Available data START

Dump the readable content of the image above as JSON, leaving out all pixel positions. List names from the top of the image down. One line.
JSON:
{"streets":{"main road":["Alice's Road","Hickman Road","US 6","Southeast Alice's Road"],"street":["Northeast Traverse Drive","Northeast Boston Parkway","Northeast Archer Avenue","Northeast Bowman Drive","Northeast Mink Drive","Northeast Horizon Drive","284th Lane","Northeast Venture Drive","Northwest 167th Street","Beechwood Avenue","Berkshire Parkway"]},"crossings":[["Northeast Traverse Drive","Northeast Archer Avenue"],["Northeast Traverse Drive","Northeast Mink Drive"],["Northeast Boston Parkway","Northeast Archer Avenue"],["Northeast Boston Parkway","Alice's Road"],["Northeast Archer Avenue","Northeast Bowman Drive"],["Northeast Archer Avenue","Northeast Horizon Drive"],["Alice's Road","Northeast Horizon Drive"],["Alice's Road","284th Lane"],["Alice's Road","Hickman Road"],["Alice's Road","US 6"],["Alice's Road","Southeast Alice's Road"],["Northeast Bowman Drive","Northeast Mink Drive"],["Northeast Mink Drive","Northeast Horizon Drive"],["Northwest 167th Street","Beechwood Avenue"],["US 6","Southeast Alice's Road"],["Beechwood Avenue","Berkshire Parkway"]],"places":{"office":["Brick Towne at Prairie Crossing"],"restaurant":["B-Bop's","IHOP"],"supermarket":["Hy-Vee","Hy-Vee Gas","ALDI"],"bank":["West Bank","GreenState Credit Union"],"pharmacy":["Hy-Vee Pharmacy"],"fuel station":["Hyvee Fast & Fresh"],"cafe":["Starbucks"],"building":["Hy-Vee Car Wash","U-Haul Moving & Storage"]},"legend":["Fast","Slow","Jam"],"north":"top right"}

Available data END

Action item
The whole listing above should be copied out exactly, line by line.

Solved exercise
Dump the readable content of the image above as JSON, leaving out all pixel positions. List names from the top of the image down. One line.
JSON:
{"streets":{"main road":["Alice's Road","Hickman Road","US 6","Southeast Alice's Road"],"street":["Northeast Traverse Drive","Northeast Boston Parkway","Northeast Archer Avenue","Northeast Bowman Drive","Northeast Mink Drive","Northeast Horizon Drive","284th Lane","Northeast Venture Drive","Northwest 167th Street","Beechwood Avenue","Berkshire Parkway"]},"crossings":[["Northeast Traverse Drive","Northeast Archer Avenue"],["Northeast Traverse Drive","Northeast Mink Drive"],["Northeast Boston Parkway","Northeast Archer Avenue"],["Northeast Boston Parkway","Alice's Road"],["Northeast Archer Avenue","Northeast Bowman Drive"],["Northeast Archer Avenue","Northeast Horizon Drive"],["Alice's Road","Northeast Horizon Drive"],["Alice's Road","284th Lane"],["Alice's Road","Hickman Road"],["Alice's Road","US 6"],["Alice's Road","Southeast Alice's Road"],["Northeast Bowman Drive","Northeast Mink Drive"],["Northeast Mink Drive","Northeast Horizon Drive"],["Northwest 167th Street","Beechwood Avenue"],["US 6","Southeast Alice's Road"],["Beechwood Avenue","Berkshire Parkway"]],"places":{"office":["Brick Towne at Prairie Crossing"],"restaurant":["B-Bop's","IHOP"],"supermarket":["Hy-Vee","Hy-Vee Gas","ALDI"],"bank":["West Bank","GreenState Credit Union"],"pharmacy":["Hy-Vee Pharmacy"],"fuel station":["Hyvee Fast & Fresh"],"cafe":["Starbucks"],"building":["Hy-Vee Car Wash","U-Haul Moving & Storage"]},"legend":["Fast","Slow","Jam"],"north":"top right"}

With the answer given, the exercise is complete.